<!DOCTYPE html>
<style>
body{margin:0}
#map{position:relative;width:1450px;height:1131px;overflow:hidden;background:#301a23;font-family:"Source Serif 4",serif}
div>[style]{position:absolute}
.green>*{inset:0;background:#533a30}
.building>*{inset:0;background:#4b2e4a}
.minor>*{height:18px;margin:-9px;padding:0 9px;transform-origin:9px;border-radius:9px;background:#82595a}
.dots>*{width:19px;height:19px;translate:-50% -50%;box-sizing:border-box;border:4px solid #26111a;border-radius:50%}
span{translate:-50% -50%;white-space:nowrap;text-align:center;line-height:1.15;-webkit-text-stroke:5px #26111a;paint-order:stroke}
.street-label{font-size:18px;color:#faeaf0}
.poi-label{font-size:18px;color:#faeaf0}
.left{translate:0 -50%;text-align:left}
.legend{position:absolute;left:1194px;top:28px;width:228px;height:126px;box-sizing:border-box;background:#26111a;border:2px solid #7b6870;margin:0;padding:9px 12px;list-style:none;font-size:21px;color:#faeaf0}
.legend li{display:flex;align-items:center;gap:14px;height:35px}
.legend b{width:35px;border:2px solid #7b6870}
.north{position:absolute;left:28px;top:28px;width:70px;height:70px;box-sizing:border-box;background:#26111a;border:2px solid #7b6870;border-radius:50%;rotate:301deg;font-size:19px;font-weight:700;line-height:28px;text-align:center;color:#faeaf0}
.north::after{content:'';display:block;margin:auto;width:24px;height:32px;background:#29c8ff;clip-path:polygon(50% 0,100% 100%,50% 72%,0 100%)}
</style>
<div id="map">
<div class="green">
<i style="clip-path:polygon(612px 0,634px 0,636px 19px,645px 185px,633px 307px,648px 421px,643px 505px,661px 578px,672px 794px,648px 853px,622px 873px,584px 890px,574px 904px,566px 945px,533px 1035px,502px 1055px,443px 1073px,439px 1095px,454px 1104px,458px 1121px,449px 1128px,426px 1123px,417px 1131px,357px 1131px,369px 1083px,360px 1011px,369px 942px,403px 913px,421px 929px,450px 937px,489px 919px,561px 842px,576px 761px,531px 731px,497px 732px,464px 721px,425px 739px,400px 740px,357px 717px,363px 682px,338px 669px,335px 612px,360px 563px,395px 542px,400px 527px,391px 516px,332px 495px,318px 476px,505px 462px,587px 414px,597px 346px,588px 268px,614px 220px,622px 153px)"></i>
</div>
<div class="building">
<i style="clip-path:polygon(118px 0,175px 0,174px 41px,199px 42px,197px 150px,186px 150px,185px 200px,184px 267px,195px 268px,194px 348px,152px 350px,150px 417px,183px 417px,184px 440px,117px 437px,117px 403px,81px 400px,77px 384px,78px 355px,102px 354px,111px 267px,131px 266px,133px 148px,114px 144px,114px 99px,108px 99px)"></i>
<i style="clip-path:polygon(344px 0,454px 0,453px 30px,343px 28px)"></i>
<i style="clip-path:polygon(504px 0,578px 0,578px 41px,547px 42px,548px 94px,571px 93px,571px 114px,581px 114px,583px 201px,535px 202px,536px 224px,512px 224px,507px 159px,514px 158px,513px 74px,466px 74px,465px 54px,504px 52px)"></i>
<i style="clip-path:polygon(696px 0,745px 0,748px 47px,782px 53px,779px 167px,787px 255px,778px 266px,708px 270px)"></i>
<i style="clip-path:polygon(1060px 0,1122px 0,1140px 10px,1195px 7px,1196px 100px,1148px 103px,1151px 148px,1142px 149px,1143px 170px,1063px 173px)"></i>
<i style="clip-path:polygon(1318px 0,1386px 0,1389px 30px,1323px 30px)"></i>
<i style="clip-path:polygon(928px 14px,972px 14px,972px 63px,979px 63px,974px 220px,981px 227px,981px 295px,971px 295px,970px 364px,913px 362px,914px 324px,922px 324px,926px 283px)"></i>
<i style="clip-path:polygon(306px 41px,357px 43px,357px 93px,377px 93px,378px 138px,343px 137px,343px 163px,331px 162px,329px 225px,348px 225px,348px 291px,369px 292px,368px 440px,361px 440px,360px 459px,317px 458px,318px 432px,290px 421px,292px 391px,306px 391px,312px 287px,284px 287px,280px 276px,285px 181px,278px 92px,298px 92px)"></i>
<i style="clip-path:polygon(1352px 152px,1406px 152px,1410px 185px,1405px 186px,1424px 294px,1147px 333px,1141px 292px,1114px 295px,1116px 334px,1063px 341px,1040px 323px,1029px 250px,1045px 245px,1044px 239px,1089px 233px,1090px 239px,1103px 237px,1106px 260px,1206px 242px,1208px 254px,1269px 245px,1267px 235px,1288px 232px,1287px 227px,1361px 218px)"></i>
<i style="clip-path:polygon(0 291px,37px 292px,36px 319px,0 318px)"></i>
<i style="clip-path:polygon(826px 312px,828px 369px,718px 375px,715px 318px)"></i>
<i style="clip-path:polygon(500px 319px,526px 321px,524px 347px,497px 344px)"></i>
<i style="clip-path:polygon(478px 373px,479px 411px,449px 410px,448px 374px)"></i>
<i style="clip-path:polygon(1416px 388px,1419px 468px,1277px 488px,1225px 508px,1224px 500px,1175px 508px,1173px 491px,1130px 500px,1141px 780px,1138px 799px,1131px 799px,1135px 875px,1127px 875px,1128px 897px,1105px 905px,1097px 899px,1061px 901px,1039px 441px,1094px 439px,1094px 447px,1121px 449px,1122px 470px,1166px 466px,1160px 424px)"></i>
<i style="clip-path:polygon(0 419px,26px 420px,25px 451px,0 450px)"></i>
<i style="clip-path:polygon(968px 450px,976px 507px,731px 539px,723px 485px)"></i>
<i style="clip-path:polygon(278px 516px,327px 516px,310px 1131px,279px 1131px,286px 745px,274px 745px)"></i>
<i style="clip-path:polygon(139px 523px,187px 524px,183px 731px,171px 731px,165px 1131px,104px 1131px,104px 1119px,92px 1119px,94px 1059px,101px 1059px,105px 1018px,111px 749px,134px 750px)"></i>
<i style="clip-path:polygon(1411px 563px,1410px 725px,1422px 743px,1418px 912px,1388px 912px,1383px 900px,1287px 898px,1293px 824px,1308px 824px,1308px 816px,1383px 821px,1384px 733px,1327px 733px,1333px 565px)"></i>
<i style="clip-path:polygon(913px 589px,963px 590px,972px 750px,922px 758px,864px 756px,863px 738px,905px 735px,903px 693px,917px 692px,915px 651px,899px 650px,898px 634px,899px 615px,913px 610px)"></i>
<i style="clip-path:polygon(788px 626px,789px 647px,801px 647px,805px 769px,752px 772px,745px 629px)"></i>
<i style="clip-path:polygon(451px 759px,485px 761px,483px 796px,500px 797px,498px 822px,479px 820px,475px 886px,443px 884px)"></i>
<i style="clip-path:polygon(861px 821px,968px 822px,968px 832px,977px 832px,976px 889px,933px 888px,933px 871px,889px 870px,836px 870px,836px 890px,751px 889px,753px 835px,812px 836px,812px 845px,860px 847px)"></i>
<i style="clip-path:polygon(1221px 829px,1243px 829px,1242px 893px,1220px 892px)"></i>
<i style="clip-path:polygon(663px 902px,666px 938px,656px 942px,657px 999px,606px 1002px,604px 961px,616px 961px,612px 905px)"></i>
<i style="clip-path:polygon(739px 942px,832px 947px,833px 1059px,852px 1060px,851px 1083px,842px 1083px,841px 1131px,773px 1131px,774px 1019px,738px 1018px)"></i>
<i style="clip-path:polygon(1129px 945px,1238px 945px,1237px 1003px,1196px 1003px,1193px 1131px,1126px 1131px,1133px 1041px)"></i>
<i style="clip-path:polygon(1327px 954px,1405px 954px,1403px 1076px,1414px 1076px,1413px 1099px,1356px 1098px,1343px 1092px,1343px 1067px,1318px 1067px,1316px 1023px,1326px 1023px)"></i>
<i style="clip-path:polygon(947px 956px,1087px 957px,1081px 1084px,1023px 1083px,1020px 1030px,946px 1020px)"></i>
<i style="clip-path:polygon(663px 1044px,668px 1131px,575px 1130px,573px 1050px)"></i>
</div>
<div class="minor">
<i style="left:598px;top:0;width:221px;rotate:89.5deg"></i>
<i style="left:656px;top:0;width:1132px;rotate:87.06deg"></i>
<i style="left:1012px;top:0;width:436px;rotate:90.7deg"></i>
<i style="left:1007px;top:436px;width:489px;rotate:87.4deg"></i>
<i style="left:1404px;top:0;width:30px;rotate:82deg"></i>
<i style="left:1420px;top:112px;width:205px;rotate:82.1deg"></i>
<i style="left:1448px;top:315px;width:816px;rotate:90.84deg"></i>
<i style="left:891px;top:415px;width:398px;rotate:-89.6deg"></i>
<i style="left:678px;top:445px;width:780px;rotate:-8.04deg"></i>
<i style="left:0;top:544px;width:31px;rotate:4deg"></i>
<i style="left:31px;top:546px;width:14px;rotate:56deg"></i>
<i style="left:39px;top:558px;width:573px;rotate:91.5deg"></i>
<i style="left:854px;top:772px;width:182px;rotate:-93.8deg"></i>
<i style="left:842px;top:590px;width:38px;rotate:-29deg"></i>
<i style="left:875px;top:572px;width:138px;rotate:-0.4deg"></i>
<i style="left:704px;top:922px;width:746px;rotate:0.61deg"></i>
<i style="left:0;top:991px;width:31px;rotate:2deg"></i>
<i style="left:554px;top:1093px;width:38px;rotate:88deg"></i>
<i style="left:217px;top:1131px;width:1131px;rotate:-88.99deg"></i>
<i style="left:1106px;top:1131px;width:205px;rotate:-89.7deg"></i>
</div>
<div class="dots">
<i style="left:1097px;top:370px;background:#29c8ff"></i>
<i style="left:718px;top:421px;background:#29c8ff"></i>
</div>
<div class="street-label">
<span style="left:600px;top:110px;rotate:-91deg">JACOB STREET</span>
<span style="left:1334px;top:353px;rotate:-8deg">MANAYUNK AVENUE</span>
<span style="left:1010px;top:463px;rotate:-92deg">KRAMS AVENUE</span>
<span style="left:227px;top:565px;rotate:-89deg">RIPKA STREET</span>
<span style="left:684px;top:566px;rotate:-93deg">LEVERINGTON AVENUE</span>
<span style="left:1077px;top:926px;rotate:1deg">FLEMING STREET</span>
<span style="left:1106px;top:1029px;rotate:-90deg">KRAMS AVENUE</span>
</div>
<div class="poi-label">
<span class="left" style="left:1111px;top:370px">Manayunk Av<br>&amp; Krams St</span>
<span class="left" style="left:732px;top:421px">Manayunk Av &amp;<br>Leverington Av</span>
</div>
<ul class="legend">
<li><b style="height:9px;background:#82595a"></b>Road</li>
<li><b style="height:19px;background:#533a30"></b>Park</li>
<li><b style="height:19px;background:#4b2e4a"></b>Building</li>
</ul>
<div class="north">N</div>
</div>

# # # # # # #

WHAT THE TASK REQUIRES →
Wherever the string "AVENUE" appears in a line above, copy that line.

SOLUTION TO THE PROBLEM →
<span style="left:1334px;top:353px;rotate:-8deg">MANAYUNK AVENUE</span>
<span style="left:1010px;top:463px;rotate:-92deg">KRAMS AVENUE</span>
<span style="left:684px;top:566px;rotate:-93deg">LEVERINGTON AVENUE</span>
<span style="left:1106px;top:1029px;rotate:-90deg">KRAMS AVENUE</span>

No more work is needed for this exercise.